*Action item*:
Repeat verbatim, and only, the lines of the data below, beginning at the line that contains "Input: one rendered" and stopping after the line that contains "Task: Dump the".

*Data for analysis*:
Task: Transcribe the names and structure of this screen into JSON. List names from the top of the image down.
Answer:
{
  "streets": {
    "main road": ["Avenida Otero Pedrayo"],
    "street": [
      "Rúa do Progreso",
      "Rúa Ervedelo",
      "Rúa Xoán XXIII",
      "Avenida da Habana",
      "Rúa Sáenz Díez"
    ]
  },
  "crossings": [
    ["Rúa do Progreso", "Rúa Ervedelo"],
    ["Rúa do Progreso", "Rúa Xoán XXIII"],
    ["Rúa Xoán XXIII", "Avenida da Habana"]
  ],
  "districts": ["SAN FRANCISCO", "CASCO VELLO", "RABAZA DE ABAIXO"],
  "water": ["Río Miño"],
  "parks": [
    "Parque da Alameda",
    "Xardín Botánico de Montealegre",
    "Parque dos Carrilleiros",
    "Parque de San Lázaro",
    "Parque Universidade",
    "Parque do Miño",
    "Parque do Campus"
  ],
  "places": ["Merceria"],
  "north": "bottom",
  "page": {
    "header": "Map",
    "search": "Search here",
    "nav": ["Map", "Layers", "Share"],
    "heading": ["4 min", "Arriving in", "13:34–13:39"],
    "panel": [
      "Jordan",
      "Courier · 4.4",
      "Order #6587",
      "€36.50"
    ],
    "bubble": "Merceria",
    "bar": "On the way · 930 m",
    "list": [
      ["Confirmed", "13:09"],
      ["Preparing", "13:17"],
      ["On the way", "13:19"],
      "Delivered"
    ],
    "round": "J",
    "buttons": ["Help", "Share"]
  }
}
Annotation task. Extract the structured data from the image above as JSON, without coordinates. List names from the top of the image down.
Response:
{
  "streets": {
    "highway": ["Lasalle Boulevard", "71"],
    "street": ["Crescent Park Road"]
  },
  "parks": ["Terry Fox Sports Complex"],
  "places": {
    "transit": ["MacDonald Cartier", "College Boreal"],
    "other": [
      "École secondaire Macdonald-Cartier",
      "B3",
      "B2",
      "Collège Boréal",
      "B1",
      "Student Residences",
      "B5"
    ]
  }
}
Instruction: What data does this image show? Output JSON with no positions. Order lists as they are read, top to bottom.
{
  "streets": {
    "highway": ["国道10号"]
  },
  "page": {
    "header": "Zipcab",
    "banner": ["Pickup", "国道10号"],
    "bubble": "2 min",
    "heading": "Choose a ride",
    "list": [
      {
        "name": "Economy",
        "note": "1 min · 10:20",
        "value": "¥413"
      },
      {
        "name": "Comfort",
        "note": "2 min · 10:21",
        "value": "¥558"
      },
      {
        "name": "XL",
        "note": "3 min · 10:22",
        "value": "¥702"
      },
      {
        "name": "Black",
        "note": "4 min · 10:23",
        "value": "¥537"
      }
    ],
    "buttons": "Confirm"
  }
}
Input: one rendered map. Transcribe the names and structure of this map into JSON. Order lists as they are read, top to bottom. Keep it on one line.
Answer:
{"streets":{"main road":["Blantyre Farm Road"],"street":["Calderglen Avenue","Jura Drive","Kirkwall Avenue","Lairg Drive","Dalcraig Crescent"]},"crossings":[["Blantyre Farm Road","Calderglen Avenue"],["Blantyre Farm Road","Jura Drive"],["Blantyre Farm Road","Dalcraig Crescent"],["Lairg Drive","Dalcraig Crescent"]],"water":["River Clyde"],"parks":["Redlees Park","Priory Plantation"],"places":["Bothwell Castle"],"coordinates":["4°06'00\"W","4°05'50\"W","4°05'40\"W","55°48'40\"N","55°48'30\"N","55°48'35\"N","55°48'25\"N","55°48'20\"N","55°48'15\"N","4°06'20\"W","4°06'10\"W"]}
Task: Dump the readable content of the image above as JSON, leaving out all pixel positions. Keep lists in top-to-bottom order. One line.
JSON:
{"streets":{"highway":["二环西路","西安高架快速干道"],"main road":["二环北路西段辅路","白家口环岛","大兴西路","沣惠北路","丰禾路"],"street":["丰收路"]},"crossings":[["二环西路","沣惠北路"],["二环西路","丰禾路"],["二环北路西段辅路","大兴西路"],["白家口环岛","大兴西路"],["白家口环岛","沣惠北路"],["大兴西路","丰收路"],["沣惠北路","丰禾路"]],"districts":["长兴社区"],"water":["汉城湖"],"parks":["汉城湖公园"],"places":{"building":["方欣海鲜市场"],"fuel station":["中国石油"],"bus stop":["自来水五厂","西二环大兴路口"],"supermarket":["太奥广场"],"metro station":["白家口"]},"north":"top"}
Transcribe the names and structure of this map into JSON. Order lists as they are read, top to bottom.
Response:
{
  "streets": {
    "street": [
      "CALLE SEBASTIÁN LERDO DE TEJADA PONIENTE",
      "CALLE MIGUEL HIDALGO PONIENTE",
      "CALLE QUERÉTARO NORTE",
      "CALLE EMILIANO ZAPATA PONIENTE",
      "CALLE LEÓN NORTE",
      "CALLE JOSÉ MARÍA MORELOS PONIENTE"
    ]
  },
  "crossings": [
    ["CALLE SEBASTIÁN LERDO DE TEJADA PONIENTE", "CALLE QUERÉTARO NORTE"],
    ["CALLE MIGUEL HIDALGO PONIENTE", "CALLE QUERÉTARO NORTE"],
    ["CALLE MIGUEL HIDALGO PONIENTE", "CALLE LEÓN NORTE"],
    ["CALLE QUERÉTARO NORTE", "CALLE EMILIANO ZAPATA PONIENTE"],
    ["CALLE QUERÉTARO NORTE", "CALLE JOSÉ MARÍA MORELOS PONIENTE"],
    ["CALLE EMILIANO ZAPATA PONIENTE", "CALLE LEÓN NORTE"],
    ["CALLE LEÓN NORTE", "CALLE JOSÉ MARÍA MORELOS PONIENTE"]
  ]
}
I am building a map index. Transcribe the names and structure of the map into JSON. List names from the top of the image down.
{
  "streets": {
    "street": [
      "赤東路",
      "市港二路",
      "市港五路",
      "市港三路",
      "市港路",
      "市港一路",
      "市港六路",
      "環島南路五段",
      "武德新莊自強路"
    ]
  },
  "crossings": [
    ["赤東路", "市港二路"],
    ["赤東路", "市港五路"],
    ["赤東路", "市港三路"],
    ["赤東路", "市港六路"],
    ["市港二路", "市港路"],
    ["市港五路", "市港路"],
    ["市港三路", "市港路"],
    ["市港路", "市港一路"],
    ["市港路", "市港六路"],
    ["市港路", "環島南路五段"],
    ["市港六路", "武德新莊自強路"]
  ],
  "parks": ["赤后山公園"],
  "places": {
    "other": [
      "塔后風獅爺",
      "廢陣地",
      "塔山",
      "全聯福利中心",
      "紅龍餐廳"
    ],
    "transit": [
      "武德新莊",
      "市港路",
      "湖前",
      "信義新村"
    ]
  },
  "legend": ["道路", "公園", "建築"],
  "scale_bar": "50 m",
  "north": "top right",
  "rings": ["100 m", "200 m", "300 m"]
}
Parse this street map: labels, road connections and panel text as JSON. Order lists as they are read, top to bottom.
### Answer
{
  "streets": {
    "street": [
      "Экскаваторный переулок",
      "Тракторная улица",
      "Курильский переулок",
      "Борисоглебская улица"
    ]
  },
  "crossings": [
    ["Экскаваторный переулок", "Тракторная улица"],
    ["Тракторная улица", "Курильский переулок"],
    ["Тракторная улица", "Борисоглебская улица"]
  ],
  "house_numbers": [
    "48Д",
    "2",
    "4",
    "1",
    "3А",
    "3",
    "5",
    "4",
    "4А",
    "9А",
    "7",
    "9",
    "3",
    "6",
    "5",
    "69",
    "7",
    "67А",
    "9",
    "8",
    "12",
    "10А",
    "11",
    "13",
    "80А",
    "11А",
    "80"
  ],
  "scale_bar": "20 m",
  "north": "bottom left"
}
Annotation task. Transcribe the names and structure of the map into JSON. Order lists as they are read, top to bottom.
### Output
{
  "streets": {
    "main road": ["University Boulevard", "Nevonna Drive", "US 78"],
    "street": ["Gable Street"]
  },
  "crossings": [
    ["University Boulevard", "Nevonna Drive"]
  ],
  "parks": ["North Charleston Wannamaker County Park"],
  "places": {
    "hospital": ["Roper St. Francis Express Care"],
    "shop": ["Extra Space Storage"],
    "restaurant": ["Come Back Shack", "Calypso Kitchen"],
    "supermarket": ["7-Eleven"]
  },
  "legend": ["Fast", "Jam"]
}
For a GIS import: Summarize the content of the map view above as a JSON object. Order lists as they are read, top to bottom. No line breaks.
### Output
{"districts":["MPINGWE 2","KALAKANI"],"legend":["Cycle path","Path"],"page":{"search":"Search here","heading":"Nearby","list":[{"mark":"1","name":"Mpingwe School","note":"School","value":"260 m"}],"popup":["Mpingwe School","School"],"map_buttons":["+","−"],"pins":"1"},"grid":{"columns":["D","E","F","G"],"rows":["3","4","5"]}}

*Written reply*:
Input: one rendered map. Transcribe the names and structure of this map into JSON. Order lists as they are read, top to bottom. Keep it on one line.
Answer:
{"streets":{"main road":["Blantyre Farm Road"],"street":["Calderglen Avenue","Jura Drive","Kirkwall Avenue","Lairg Drive","Dalcraig Crescent"]},"crossings":[["Blantyre Farm Road","Calderglen Avenue"],["Blantyre Farm Road","Jura Drive"],["Blantyre Farm Road","Dalcraig Crescent"],["Lairg Drive","Dalcraig Crescent"]],"water":["River Clyde"],"parks":["Redlees Park","Priory Plantation"],"places":["Bothwell Castle"],"coordinates":["4°06'00\"W","4°05'50\"W","4°05'40\"W","55°48'40\"N","55°48'30\"N","55°48'35\"N","55°48'25\"N","55°48'20\"N","55°48'15\"N","4°06'20\"W","4°06'10\"W"]}
Task: Dump the readable content of the image above as JSON, leaving out all pixel positions. Keep lists in top-to-bottom order. One line.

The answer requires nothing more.